Penulis: Cepi Marlianto | Editor: khamelia
(Bangkapos.com/Cepi Marlianto)
Chandra Nicolas (26) dan Andi (30) dua orang terduga pelaku pengedar dan pembuat uang palsu di Kabupaten Bangka Selatan saat digelandang ke ruang pemeriksaan Satreskrim Polres Bangka Selatan, Senin (20/11/2023) kemarin. Mereka mengaku membuat upal untuk memenuhi kebutuhan sehari-hari. 

BANGKAPOS.COM, BANGKA – Pembuat dan pengedar uang palsu alias Upal di Kabupaten Bangka Selatan, Kepulauan Bangka Belitung dibekuk polisi.

Aksi tersebut terendus setelah pelaku membelanjakan uang palsu tersebut ke sebuah konter handphone yang ada di wilayah kecamatan Toboali. Sialnya aksi itu sempat terekam kamera pengawas alias CCTV.

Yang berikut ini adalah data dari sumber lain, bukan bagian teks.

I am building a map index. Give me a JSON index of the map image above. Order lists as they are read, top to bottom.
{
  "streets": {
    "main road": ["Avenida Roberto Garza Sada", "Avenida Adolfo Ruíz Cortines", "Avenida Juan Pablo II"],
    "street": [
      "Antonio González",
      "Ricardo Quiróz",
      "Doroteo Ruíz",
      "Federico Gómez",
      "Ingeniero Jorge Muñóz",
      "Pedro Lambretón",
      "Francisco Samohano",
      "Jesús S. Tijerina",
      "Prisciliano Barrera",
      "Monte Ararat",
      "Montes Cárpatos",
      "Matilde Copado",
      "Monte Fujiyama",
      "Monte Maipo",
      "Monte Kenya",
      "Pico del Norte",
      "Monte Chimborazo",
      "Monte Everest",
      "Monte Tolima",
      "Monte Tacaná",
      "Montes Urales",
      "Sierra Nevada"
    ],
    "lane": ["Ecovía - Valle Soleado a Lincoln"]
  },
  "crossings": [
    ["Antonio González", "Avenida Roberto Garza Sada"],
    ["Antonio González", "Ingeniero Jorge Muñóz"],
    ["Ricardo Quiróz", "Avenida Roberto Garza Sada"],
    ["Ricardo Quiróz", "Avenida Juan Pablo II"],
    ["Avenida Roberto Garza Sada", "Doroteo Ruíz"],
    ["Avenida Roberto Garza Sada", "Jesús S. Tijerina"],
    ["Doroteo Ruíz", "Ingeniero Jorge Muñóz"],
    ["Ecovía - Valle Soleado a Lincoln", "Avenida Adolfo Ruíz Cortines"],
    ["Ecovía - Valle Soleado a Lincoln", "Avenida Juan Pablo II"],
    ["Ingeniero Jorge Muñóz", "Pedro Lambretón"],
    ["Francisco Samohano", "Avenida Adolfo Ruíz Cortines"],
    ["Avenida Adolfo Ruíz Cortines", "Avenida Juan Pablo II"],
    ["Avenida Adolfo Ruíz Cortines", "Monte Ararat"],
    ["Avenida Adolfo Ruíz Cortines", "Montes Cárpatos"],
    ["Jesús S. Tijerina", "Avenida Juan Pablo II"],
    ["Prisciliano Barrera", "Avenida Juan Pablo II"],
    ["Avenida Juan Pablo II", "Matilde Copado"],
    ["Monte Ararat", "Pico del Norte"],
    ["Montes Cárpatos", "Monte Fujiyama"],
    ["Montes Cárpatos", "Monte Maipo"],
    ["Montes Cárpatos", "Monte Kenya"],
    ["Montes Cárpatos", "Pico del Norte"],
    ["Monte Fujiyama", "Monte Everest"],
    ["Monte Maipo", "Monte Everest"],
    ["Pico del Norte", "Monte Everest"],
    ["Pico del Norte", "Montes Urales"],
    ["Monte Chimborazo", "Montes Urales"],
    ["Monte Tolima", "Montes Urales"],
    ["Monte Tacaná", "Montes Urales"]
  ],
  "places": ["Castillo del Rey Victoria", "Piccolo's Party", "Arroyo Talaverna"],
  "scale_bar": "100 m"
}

Pembuat upal Chandra Nicolas (26) mengatakan, aksi tersebut dilakukan belum lama ini. Kurang lebih baru sekitar dua bulan terakhir ia melakukan pencetakan uang palsu. Bahkan beberapa pecahan upal di antaranya telah ia belanjakan. Baik di ritel modern maupun toko kelontong yang ada di kawasan Toboali.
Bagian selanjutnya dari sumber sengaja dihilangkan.